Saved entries
◇ ◇ ◇ ◇ ◇ ◇ ◇
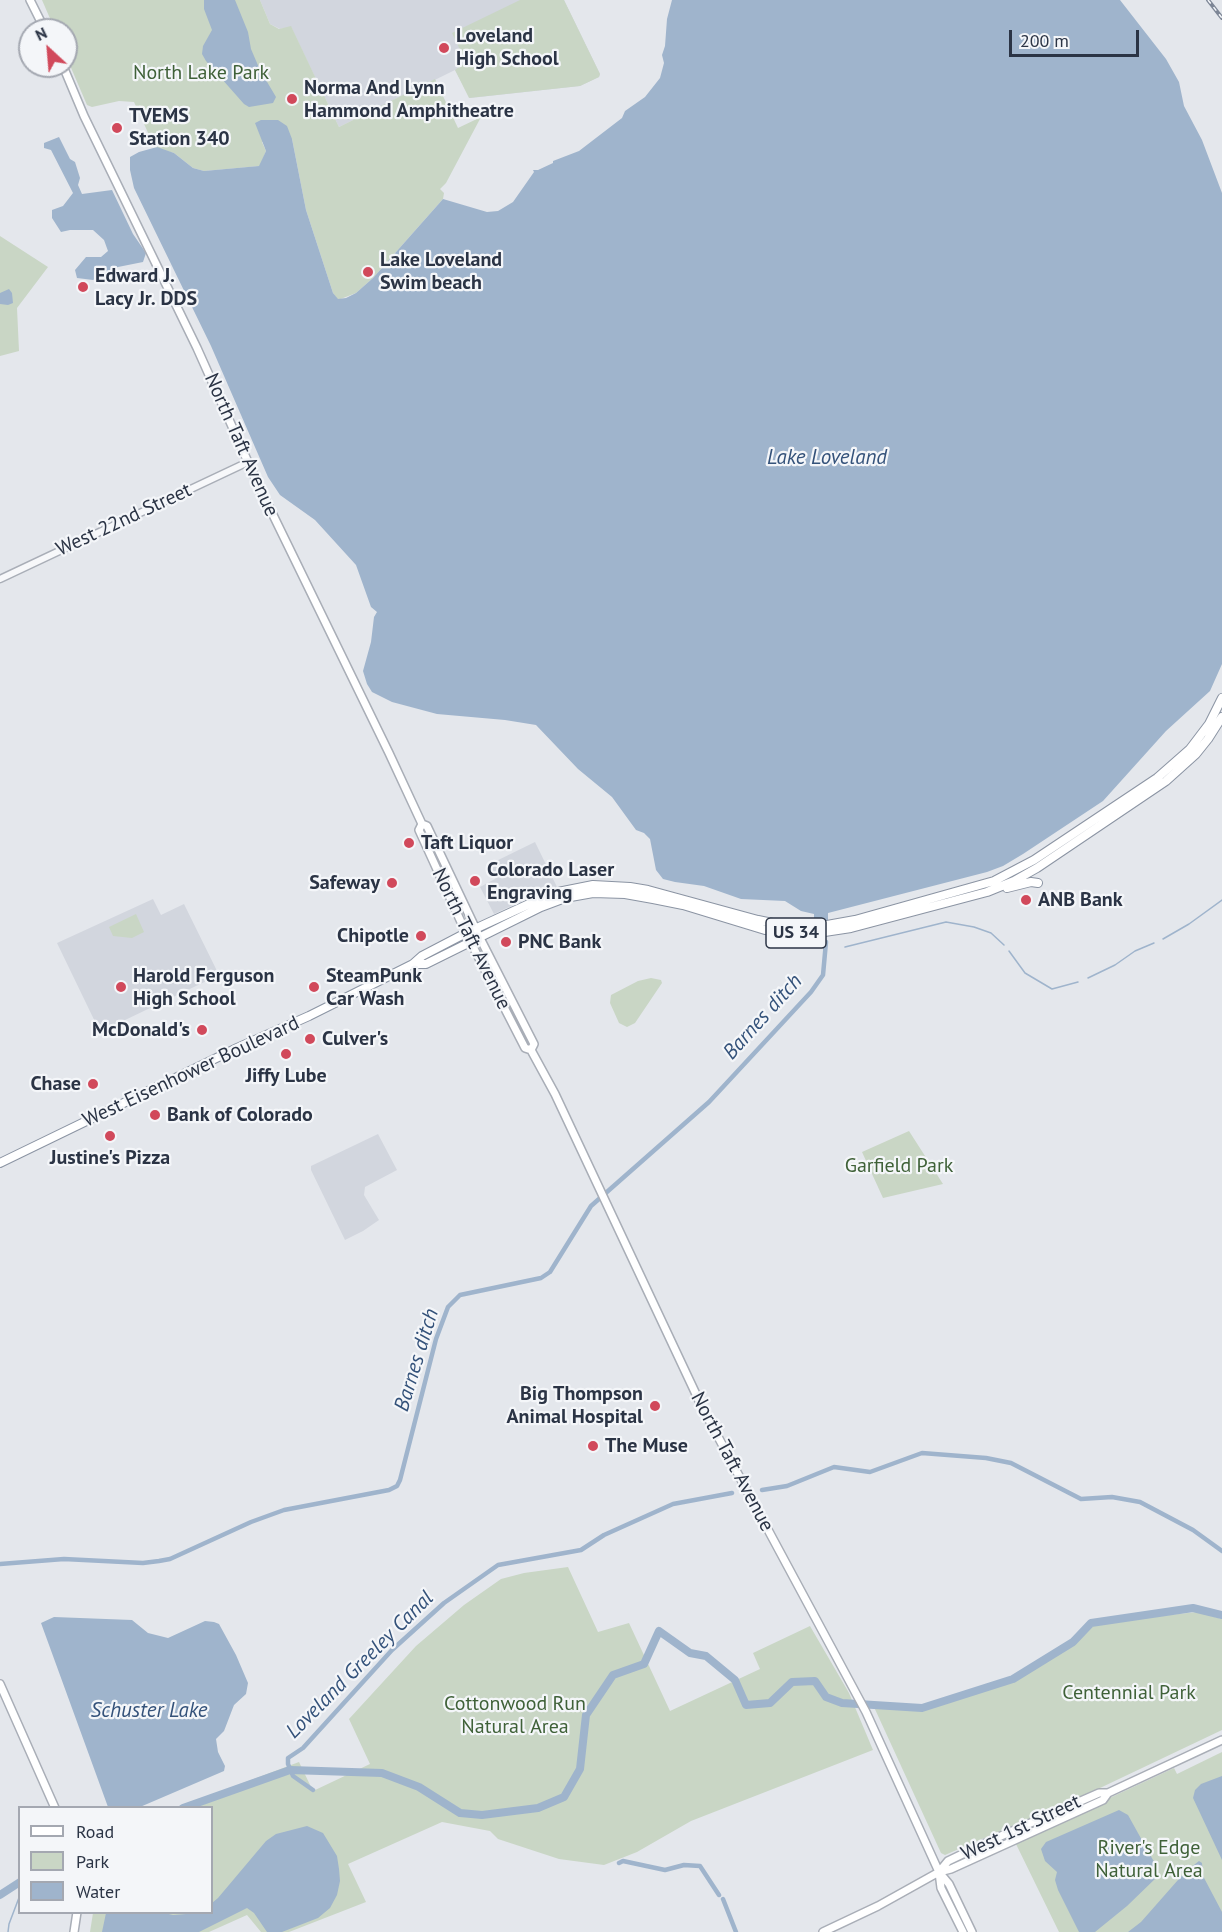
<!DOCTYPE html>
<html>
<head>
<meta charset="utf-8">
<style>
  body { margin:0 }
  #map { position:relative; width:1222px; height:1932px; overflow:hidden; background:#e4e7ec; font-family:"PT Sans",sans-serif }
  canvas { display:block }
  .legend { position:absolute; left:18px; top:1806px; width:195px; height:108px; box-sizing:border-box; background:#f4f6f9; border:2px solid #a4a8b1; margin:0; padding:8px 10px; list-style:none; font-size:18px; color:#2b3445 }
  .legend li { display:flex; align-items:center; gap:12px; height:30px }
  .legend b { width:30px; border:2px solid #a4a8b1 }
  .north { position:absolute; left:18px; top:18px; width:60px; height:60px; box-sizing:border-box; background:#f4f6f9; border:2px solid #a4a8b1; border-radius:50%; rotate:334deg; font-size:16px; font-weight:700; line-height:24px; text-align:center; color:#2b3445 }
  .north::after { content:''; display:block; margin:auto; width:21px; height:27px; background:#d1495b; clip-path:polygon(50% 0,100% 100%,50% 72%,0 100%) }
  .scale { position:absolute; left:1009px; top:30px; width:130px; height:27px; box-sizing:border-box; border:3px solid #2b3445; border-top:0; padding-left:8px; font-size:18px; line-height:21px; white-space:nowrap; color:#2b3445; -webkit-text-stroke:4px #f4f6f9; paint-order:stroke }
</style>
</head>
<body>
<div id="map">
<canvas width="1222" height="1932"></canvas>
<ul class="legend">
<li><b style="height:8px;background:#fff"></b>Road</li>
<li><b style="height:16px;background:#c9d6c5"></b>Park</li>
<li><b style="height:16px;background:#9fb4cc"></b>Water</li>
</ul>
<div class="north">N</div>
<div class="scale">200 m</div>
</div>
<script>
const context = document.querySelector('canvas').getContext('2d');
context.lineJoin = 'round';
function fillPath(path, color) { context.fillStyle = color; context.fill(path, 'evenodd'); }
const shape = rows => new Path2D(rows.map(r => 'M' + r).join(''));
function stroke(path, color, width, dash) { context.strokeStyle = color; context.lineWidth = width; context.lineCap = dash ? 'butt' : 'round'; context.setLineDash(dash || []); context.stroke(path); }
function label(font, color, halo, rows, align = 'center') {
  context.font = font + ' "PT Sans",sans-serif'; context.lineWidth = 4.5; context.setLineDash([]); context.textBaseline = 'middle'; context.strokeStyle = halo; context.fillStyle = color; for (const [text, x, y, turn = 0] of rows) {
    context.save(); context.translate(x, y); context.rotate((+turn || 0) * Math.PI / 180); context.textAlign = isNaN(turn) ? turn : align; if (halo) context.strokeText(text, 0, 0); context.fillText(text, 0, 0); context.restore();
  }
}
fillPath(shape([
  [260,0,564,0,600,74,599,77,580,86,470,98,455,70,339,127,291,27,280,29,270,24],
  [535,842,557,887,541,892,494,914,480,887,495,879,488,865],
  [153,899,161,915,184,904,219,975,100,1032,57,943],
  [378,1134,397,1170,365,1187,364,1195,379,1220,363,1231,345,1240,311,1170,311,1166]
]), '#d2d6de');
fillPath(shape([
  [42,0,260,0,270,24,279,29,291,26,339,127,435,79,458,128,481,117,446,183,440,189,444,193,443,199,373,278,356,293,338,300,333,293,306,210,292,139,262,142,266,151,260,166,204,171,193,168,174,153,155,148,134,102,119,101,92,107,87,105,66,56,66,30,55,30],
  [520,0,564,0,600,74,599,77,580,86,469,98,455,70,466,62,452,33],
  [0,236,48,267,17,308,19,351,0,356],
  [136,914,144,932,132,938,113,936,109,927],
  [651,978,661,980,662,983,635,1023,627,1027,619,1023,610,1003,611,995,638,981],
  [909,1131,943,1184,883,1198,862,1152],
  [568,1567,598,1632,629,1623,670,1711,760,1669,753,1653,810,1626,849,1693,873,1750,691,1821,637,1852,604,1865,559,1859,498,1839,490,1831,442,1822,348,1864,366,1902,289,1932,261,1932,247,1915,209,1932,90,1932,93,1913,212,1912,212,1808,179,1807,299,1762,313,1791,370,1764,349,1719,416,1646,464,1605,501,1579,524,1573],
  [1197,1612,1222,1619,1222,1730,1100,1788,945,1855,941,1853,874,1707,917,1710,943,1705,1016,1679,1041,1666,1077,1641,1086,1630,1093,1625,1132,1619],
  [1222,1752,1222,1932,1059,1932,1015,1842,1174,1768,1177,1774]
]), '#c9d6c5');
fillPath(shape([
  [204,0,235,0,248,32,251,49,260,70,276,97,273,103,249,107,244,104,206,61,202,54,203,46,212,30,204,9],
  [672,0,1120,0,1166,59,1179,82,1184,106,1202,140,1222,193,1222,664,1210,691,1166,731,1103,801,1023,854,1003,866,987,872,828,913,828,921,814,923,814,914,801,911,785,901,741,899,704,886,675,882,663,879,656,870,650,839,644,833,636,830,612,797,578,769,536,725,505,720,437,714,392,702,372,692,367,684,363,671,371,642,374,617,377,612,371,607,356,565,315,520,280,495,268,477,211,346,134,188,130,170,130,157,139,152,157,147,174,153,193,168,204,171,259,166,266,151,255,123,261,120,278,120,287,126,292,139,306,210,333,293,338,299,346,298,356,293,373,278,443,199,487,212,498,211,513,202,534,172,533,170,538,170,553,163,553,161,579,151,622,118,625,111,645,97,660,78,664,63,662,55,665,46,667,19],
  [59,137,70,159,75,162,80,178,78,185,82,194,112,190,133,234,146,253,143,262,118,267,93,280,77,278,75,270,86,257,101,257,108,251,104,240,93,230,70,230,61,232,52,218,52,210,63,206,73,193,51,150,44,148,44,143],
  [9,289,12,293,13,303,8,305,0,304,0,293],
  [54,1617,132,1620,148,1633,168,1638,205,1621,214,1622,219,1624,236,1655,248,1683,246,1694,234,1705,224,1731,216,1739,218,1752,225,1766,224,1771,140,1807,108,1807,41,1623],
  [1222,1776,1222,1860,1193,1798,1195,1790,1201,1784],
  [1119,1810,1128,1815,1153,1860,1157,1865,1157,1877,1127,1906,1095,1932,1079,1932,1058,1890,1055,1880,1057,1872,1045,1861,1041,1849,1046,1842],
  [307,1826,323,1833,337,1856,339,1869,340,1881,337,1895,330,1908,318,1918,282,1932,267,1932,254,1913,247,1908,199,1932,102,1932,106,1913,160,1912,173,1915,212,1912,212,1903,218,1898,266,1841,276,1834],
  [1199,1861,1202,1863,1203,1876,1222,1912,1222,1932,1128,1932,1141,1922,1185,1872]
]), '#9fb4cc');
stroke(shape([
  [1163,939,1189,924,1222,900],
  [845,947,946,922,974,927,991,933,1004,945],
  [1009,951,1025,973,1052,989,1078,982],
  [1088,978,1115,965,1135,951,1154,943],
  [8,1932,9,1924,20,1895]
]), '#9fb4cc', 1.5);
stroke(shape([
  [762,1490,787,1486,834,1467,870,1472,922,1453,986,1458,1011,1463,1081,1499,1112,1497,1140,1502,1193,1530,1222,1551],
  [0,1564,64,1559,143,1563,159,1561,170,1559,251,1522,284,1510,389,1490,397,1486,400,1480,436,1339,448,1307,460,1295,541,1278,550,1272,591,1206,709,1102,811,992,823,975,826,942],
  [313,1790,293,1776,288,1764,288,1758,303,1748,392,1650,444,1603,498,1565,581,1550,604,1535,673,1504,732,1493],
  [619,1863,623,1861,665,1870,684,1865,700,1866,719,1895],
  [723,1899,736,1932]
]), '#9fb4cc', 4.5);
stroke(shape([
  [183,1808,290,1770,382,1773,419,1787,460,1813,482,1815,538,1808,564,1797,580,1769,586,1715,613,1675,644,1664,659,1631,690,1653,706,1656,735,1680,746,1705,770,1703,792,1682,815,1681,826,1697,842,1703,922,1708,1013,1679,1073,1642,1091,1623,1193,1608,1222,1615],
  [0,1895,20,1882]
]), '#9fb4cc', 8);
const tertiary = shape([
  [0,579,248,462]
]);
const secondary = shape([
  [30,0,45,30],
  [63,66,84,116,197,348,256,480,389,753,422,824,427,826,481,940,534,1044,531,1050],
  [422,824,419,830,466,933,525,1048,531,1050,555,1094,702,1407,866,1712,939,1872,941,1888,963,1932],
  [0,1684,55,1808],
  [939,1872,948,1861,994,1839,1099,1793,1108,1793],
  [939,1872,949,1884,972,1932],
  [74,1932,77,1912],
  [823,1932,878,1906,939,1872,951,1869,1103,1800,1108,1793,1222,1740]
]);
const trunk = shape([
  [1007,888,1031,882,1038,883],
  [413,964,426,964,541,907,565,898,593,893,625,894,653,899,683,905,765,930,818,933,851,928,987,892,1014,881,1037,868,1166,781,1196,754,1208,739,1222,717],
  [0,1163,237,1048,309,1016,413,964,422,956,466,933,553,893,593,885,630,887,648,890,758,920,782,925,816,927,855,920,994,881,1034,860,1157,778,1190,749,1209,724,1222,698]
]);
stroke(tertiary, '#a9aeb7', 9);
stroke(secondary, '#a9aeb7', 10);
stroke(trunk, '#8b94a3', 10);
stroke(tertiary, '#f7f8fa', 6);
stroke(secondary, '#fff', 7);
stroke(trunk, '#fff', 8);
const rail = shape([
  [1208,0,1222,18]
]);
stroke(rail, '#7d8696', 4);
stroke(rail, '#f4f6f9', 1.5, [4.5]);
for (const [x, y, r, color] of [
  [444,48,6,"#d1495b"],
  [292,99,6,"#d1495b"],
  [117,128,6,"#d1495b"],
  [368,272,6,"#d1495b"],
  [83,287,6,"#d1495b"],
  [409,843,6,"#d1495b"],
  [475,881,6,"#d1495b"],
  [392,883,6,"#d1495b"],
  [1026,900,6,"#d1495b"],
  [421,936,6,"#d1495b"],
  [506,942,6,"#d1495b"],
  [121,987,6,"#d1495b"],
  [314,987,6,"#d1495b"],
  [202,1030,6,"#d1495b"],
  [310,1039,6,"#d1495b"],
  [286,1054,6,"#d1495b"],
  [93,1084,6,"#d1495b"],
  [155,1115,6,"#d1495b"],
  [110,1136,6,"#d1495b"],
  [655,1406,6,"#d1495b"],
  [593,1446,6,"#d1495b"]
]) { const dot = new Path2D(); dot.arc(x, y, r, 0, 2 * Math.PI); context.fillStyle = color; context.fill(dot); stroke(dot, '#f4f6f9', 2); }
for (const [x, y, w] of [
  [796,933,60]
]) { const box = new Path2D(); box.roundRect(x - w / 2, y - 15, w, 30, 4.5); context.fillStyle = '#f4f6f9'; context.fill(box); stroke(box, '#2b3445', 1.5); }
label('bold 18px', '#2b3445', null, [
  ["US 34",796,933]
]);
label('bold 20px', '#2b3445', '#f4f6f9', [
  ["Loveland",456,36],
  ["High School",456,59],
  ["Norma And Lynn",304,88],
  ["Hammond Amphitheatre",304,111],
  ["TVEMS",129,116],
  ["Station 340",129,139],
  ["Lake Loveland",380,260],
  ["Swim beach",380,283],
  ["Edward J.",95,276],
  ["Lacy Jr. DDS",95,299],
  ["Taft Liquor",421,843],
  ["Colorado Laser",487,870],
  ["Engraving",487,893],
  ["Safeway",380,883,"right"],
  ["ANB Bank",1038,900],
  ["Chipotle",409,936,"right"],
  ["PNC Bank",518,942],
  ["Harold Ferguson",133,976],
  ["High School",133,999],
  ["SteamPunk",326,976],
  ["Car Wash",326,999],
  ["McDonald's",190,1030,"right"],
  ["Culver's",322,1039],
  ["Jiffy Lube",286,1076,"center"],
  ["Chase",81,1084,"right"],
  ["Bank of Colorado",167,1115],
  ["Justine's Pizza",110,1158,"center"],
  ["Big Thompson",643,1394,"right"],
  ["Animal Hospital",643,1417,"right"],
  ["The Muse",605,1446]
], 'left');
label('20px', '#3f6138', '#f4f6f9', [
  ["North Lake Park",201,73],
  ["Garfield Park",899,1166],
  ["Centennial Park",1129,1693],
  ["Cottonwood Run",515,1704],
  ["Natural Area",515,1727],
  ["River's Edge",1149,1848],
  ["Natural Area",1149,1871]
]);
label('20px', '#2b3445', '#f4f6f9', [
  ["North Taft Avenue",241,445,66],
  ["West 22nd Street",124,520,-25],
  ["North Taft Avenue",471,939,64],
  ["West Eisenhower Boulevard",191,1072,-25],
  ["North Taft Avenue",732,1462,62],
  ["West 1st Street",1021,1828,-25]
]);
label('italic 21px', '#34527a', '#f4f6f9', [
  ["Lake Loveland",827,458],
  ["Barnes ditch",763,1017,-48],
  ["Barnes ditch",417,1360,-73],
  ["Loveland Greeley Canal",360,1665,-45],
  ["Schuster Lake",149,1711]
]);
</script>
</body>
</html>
◇ ◇ ◇ ◇ ◇ ◇ ◇
* What the task asks *
Starting with the first line of the data, transcribe every line exactly through the one containing "display:flex; align-items:center; gap:12px;". No pictures go in.

* Response to the task *
<!DOCTYPE html>
<html>
<head>
<meta charset="utf-8">
<style>
  body { margin:0 }
  #map { position:relative; width:1222px; height:1932px; overflow:hidden; background:#e4e7ec; font-family:"PT Sans",sans-serif }
  canvas { display:block }
  .legend { position:absolute; left:18px; top:1806px; width:195px; height:108px; box-sizing:border-box; background:#f4f6f9; border:2px solid #a4a8b1; margin:0; padding:8px 10px; list-style:none; font-size:18px; color:#2b3445 }
  .legend li { display:flex; align-items:center; gap:12px; height:30px }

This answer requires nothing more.